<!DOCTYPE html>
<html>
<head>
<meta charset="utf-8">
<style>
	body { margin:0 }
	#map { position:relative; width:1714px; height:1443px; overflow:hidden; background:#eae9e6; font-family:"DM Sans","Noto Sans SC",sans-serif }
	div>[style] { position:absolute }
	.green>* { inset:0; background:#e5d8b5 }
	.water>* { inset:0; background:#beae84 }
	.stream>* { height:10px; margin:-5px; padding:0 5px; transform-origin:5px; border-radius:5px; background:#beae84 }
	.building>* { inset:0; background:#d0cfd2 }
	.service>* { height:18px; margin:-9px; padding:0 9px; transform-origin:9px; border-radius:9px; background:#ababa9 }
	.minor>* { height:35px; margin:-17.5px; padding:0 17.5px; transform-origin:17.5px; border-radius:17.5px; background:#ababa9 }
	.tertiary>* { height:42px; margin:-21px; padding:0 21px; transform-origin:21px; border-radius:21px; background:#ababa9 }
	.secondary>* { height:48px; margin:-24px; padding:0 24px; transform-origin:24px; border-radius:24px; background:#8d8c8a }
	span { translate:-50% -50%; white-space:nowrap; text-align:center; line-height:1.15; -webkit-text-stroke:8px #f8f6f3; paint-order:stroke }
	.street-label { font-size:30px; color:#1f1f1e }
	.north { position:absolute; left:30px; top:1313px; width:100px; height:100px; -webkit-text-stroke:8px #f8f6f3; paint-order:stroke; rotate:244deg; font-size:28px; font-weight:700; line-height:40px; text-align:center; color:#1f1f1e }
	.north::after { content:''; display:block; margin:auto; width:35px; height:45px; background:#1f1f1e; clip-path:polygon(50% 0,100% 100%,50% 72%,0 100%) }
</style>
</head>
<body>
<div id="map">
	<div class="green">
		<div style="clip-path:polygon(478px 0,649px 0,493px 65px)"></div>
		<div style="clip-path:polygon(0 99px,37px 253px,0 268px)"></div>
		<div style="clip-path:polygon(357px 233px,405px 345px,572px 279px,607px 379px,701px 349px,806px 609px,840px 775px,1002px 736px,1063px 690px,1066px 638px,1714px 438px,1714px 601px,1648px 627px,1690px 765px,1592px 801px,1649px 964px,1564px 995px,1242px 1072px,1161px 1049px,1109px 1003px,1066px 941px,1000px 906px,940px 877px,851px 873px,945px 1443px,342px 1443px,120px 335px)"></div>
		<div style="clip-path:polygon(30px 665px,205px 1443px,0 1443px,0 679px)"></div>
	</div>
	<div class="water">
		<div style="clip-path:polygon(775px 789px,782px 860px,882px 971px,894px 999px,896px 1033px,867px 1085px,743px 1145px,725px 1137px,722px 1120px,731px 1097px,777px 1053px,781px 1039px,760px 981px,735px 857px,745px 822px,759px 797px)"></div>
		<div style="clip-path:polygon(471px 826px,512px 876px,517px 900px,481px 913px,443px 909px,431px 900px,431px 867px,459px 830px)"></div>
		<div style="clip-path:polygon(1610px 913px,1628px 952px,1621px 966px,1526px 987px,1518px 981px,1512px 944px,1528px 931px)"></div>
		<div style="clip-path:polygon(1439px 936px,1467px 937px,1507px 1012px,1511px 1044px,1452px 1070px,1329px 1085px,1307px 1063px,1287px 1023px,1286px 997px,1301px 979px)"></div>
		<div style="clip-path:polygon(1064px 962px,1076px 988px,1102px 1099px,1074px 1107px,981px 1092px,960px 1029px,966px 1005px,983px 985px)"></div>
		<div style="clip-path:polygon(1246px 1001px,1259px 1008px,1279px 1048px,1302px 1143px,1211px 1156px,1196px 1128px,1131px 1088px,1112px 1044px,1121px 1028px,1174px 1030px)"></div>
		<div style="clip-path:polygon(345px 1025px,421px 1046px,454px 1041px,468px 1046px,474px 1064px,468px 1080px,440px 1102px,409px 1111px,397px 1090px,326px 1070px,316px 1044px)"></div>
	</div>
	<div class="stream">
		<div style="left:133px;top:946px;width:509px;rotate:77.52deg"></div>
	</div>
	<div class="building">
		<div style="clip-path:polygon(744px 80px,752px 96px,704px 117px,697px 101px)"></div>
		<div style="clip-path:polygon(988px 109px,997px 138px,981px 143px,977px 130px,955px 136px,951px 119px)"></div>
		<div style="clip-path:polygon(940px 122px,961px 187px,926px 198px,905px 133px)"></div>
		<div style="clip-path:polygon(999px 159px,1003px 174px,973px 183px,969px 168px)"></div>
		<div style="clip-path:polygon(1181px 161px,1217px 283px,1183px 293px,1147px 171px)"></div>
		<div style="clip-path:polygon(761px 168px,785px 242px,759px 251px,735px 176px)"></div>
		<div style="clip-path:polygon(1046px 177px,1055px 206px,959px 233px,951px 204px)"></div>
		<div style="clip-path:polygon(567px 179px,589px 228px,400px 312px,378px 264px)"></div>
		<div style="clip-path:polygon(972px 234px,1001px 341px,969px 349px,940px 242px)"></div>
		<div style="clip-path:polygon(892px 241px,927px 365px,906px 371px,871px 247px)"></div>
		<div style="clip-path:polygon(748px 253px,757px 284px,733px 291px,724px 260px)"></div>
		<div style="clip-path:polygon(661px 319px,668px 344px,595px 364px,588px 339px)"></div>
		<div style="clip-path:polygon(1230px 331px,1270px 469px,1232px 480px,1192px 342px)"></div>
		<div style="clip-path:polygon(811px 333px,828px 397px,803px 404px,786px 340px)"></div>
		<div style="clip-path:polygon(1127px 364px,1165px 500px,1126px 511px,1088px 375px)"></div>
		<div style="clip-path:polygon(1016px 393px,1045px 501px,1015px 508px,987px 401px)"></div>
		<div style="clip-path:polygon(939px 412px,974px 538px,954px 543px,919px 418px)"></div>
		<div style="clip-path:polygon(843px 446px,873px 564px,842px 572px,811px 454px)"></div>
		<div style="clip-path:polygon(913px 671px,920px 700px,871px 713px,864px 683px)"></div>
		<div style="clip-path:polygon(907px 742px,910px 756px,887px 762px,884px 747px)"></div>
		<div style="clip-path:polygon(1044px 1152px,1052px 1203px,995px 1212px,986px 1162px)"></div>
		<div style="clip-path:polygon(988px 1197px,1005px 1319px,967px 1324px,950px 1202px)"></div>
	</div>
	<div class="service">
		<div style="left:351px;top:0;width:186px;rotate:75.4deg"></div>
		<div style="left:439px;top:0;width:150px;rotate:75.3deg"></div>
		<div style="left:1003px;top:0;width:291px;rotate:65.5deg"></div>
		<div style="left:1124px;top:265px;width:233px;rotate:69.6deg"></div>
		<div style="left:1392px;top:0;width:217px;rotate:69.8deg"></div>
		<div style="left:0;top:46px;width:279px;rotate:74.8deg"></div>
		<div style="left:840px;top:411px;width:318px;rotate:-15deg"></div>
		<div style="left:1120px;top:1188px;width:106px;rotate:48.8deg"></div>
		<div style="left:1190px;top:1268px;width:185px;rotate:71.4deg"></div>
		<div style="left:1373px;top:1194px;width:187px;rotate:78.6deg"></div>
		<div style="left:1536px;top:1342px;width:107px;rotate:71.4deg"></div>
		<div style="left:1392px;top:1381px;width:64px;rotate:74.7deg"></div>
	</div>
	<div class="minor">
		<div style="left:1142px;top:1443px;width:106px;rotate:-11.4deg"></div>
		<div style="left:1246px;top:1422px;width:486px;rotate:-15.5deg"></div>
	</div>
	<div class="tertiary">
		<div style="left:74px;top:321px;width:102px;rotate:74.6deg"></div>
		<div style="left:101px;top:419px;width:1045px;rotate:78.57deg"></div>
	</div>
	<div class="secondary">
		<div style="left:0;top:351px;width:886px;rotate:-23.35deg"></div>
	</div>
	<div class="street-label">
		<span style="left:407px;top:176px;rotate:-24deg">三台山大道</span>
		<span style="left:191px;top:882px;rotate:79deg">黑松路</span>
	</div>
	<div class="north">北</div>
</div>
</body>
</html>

....

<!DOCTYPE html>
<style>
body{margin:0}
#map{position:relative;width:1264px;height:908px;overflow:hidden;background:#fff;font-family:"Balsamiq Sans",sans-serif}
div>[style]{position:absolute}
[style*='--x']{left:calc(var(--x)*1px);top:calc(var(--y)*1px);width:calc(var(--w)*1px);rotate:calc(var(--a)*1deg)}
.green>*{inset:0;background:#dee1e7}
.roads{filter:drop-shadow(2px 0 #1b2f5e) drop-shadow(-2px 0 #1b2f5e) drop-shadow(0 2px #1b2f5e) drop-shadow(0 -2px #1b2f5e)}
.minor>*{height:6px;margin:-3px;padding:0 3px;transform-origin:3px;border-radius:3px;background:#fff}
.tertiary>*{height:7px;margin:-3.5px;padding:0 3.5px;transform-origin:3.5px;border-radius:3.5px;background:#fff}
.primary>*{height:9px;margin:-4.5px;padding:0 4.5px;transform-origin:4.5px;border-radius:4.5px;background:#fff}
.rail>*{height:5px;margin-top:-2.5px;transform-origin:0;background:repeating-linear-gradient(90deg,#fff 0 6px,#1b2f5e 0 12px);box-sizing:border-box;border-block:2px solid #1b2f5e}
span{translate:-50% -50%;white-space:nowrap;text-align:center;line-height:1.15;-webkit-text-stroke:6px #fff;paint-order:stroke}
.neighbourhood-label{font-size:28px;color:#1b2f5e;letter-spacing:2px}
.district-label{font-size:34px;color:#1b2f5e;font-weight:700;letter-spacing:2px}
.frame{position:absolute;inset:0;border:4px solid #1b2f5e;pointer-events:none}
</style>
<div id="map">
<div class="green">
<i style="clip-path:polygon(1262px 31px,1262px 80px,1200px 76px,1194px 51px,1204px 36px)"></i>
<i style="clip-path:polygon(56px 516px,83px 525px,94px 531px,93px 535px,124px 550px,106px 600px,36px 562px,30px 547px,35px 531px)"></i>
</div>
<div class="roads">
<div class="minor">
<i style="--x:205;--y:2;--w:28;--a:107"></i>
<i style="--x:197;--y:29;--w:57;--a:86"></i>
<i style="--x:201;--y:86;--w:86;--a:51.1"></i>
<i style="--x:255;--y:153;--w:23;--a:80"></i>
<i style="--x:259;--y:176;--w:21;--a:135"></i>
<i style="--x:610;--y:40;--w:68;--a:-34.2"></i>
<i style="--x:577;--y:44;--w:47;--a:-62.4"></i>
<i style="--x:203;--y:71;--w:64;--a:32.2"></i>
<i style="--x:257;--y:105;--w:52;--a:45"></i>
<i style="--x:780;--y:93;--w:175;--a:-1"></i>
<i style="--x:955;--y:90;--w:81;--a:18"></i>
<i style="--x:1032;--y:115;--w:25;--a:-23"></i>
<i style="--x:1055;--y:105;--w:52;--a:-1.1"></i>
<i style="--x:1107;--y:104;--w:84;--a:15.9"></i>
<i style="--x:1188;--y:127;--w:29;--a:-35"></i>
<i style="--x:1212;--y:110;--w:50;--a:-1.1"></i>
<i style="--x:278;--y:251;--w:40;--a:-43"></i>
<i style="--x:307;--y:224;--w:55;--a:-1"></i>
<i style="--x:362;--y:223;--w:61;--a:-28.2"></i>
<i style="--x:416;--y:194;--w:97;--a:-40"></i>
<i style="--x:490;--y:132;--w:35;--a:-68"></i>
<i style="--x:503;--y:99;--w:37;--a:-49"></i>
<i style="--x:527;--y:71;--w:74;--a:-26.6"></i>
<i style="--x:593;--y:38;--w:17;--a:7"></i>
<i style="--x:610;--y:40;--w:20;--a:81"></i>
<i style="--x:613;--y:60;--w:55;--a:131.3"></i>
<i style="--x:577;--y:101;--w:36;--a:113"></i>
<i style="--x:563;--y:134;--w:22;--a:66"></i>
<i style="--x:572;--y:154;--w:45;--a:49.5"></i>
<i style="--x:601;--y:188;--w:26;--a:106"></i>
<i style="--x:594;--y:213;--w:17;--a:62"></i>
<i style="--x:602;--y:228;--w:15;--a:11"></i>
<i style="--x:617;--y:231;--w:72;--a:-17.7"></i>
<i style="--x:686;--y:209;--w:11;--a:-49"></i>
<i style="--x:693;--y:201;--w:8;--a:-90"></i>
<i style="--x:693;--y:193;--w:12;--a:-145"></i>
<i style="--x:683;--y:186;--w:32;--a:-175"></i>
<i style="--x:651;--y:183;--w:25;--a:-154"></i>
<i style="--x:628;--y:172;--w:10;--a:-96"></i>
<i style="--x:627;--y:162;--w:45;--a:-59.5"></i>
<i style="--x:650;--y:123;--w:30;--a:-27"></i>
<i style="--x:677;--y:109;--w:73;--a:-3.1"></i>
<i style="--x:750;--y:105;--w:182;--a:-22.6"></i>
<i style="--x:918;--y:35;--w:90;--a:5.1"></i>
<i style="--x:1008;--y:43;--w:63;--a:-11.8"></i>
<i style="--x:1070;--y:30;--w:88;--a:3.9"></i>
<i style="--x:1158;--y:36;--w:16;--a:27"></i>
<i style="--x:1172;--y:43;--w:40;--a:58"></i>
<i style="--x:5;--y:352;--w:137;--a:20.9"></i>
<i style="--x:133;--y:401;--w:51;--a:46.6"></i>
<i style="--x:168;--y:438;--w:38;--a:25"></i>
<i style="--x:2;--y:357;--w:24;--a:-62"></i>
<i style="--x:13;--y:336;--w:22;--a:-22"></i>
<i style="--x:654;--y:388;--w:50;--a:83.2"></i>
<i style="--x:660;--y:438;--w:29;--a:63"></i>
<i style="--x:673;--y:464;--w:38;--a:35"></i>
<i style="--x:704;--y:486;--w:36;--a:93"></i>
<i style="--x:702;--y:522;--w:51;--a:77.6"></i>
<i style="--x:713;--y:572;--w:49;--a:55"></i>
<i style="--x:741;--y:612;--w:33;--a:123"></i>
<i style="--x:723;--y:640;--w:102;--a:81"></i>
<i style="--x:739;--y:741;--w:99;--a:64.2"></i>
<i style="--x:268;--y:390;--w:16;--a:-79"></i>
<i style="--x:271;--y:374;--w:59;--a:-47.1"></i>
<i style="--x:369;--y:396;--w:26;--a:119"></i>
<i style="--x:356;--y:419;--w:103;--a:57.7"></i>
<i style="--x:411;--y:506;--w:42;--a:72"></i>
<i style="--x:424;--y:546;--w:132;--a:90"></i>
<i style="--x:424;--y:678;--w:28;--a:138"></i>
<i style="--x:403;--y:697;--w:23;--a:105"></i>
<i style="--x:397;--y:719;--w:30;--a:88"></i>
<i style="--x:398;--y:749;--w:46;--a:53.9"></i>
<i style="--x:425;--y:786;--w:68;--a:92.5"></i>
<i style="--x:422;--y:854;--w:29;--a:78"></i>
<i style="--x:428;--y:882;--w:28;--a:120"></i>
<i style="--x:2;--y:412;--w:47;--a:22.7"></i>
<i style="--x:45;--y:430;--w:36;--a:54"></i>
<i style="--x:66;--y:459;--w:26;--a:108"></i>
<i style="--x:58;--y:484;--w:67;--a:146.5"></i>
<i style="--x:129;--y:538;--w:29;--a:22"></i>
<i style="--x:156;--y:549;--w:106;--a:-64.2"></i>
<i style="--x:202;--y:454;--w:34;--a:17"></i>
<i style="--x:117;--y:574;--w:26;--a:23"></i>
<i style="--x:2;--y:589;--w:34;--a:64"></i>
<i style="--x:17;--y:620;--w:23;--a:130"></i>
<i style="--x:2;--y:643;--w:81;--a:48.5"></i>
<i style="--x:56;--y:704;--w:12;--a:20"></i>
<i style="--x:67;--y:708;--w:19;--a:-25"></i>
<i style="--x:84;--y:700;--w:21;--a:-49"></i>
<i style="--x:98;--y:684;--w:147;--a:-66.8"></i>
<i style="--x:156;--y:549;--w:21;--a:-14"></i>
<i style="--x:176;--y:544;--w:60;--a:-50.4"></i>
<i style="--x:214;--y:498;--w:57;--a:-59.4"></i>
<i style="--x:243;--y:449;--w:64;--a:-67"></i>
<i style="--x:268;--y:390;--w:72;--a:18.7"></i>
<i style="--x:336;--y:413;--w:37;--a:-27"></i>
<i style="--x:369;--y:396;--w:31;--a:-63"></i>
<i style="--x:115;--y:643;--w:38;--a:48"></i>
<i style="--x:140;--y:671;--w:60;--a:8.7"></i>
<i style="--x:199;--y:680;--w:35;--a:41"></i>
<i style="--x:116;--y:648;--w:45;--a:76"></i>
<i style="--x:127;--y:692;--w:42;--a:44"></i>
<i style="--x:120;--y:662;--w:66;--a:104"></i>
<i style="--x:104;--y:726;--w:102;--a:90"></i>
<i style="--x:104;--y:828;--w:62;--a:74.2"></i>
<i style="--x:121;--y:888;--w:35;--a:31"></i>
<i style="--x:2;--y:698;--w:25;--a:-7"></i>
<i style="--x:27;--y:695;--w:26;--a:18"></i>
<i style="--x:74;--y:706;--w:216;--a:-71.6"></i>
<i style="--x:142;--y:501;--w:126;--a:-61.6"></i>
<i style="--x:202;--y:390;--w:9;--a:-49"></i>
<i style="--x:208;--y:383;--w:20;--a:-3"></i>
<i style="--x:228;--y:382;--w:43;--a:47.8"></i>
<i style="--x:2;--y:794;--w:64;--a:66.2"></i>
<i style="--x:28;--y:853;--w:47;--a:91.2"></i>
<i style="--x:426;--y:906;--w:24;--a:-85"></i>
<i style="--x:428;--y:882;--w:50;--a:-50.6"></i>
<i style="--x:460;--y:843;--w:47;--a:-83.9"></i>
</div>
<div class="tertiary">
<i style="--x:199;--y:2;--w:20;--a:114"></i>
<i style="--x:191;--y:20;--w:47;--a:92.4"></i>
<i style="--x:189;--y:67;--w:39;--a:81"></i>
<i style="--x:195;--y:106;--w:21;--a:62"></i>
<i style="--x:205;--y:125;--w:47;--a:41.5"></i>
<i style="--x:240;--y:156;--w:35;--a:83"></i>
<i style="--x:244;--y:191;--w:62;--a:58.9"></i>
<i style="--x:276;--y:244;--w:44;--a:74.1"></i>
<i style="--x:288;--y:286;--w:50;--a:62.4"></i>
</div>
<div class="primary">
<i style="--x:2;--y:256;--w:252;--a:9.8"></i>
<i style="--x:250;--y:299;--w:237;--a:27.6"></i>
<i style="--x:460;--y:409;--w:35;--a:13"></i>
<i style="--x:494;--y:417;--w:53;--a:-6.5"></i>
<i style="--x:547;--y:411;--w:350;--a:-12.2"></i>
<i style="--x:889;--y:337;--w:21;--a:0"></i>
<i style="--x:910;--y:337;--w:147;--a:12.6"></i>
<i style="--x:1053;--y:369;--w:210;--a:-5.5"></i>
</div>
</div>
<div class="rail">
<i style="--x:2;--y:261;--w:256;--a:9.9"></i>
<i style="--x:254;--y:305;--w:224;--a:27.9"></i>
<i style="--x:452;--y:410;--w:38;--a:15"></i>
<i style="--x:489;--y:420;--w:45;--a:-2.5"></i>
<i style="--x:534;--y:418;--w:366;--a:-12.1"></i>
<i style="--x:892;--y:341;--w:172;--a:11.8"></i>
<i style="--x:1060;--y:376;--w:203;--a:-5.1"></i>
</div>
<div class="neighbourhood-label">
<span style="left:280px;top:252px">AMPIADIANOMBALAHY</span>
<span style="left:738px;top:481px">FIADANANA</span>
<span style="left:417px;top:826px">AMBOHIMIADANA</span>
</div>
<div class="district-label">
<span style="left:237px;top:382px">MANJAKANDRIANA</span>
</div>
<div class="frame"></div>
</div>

....

THE PROBLEM =
Report every line of the data in which "serif" appears.

ANSWER =
	#map { position:relative; width:1714px; height:1443px; overflow:hidden; background:#eae9e6; font-family:"DM Sans","Noto Sans SC",sans-serif }
#map{position:relative;width:1264px;height:908px;overflow:hidden;background:#fff;font-family:"Balsamiq Sans",sans-serif}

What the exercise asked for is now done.